- **What to work on**: Once the line containing "I need the bounding" is found in the records below, return it and each following line exactly, up to and including the line containing "Where are all text and symbols in this", and nothing else.

:: Available data ::

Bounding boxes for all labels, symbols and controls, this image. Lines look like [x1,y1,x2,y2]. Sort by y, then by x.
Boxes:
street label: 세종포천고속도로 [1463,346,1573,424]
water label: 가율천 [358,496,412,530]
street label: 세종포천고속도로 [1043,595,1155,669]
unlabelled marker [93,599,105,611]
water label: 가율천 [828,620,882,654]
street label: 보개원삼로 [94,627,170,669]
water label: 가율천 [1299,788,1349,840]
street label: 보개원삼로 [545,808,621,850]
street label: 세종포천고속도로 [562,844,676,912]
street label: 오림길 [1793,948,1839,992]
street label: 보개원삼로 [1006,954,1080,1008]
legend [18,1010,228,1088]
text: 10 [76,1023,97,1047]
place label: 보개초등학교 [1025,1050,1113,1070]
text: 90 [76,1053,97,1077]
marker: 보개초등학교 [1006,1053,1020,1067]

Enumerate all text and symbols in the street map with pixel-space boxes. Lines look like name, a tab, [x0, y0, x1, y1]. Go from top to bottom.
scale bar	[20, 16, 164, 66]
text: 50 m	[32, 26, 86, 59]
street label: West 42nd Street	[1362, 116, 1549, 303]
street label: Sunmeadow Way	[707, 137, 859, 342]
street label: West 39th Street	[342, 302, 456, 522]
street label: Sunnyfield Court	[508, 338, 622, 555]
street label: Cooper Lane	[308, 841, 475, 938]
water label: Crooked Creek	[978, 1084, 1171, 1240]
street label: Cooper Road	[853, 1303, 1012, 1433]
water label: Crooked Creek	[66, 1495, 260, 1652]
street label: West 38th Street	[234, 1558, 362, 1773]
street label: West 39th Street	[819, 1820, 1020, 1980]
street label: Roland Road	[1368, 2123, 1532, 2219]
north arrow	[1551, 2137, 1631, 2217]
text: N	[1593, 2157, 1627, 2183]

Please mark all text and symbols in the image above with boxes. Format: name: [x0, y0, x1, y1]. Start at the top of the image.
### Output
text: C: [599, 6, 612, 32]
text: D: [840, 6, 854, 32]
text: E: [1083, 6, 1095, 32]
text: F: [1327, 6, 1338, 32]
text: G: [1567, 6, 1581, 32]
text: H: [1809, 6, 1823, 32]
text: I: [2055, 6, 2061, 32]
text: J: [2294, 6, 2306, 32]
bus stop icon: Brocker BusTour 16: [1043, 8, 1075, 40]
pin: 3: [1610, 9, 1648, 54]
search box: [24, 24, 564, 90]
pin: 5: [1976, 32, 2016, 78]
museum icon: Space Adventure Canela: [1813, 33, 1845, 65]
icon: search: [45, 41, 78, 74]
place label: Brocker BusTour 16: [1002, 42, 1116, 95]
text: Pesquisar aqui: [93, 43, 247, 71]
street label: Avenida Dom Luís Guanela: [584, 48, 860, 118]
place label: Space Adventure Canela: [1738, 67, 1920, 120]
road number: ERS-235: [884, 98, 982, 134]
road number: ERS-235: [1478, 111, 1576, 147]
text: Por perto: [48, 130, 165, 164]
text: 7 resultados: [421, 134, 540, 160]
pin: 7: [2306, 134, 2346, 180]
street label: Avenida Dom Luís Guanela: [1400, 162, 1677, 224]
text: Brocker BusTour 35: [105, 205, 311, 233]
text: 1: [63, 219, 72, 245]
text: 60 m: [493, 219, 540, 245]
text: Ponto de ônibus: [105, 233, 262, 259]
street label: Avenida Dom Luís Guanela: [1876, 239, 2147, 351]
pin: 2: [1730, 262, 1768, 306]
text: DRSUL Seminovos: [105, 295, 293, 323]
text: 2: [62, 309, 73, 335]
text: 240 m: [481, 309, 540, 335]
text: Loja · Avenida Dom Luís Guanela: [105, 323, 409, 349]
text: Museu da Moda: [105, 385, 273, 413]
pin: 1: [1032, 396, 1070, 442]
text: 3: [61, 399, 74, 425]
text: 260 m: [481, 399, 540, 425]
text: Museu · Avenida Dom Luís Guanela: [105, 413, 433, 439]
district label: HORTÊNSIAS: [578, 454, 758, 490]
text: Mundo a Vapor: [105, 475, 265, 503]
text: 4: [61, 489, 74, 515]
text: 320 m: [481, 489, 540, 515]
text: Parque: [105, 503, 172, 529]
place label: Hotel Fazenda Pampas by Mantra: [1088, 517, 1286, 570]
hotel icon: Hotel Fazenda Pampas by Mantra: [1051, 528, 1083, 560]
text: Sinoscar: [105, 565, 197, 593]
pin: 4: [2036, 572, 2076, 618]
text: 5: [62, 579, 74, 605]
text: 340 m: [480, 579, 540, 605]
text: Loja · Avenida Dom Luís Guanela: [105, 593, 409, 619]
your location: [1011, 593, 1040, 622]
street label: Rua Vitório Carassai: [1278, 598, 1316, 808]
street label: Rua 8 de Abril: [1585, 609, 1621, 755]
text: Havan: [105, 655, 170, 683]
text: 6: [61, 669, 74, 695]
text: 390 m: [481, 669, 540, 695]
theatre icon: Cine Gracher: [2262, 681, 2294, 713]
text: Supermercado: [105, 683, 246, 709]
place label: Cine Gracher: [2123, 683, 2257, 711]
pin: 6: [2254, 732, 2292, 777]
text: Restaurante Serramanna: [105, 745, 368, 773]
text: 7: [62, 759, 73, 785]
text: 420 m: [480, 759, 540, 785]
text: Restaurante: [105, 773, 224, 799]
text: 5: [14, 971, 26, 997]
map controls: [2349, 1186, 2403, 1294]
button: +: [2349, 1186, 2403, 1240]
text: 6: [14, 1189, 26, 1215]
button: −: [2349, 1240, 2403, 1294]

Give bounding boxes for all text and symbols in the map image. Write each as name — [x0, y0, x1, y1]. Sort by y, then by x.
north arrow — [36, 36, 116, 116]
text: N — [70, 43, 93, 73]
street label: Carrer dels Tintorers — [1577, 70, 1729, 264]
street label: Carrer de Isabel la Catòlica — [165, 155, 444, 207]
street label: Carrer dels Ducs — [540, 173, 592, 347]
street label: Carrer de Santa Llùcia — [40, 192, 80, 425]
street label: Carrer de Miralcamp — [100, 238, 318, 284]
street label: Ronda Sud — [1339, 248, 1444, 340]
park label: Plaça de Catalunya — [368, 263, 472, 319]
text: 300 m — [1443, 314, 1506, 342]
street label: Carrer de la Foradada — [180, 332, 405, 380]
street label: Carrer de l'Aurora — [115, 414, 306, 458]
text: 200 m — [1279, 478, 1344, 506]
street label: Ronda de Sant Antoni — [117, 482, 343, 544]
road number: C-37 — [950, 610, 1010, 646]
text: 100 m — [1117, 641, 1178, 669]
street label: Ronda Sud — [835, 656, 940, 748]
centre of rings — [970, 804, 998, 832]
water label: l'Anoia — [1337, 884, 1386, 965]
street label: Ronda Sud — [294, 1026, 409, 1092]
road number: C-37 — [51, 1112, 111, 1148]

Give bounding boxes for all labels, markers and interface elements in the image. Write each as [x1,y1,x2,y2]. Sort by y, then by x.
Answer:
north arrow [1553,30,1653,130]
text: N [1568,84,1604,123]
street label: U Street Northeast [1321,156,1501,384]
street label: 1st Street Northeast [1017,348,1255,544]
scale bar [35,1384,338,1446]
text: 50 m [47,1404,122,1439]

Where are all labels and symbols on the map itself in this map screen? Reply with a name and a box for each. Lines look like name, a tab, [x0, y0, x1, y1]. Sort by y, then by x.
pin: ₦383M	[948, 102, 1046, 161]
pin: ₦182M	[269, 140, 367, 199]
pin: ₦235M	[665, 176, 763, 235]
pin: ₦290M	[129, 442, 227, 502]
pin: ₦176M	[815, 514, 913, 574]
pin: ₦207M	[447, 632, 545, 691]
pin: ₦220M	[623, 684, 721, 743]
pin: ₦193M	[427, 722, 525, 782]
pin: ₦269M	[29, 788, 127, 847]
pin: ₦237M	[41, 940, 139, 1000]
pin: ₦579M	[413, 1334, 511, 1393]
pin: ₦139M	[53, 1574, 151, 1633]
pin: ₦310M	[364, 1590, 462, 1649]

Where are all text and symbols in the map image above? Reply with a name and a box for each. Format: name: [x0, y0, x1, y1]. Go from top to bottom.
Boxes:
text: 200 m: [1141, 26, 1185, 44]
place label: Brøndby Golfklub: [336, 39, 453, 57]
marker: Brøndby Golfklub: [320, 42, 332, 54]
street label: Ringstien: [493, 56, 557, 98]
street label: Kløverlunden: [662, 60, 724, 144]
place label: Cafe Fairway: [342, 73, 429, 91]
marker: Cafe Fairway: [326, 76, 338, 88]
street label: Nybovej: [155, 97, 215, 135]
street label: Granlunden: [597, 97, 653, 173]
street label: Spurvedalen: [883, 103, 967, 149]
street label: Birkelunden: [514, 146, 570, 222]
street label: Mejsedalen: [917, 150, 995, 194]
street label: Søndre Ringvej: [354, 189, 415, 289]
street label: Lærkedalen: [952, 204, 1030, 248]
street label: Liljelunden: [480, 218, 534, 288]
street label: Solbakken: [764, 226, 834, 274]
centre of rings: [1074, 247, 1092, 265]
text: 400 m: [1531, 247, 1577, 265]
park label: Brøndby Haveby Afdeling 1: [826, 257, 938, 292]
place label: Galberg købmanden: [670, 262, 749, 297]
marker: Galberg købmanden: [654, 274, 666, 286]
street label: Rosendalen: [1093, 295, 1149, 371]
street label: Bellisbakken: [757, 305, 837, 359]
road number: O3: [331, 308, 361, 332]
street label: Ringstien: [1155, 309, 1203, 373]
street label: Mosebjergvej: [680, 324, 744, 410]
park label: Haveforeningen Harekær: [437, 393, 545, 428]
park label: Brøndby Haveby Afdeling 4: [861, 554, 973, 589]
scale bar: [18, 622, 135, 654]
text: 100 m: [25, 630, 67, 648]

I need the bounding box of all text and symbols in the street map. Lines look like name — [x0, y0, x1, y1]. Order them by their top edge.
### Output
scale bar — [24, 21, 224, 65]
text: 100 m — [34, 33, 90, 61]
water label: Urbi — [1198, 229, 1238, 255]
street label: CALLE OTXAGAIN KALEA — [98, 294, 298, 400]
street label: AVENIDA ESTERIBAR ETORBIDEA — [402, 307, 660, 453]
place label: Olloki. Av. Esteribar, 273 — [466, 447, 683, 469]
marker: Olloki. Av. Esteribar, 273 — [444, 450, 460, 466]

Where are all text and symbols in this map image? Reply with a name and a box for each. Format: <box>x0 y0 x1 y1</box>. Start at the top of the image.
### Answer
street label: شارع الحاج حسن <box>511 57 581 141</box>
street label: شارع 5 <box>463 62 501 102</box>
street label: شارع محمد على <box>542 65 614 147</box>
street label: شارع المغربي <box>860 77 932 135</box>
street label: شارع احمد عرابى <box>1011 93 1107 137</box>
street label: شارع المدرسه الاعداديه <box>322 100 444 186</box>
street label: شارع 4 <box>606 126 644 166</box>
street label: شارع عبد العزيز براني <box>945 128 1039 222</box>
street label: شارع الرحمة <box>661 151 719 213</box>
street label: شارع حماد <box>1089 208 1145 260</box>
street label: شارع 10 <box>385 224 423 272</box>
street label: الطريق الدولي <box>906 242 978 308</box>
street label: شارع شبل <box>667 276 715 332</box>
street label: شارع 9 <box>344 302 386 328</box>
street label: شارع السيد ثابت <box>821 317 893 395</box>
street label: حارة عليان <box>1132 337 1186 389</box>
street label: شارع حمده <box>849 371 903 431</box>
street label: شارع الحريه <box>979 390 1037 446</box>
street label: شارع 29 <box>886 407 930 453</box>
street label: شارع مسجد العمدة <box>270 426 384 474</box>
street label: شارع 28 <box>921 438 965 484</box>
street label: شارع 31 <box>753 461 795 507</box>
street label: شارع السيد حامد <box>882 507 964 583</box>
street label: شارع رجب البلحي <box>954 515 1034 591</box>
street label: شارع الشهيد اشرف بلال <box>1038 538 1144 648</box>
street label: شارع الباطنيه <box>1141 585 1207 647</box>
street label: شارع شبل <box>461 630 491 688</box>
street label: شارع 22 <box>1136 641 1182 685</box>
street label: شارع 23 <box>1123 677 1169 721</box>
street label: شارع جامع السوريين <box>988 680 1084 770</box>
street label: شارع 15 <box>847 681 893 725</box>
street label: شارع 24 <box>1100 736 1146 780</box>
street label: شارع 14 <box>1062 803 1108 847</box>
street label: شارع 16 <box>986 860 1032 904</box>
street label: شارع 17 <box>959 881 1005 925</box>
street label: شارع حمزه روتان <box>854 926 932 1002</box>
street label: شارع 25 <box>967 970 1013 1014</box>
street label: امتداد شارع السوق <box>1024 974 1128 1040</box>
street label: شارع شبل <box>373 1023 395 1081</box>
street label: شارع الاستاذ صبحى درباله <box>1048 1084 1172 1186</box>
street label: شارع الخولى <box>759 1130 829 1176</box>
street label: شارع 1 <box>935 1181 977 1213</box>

:::

- **Result**:
I need the bounding box of all text and symbols in the street map. Lines look like name — [x0, y0, x1, y1]. Order them by their top edge.
### Output
scale bar — [24, 21, 224, 65]
text: 100 m — [34, 33, 90, 61]
water label: Urbi — [1198, 229, 1238, 255]
street label: CALLE OTXAGAIN KALEA — [98, 294, 298, 400]
street label: AVENIDA ESTERIBAR ETORBIDEA — [402, 307, 660, 453]
place label: Olloki. Av. Esteribar, 273 — [466, 447, 683, 469]
marker: Olloki. Av. Esteribar, 273 — [444, 450, 460, 466]

Where are all text and symbols in this map image? Reply with a name and a box for each. Format: <box>x0 y0 x1 y1</box>. Start at the top of the image.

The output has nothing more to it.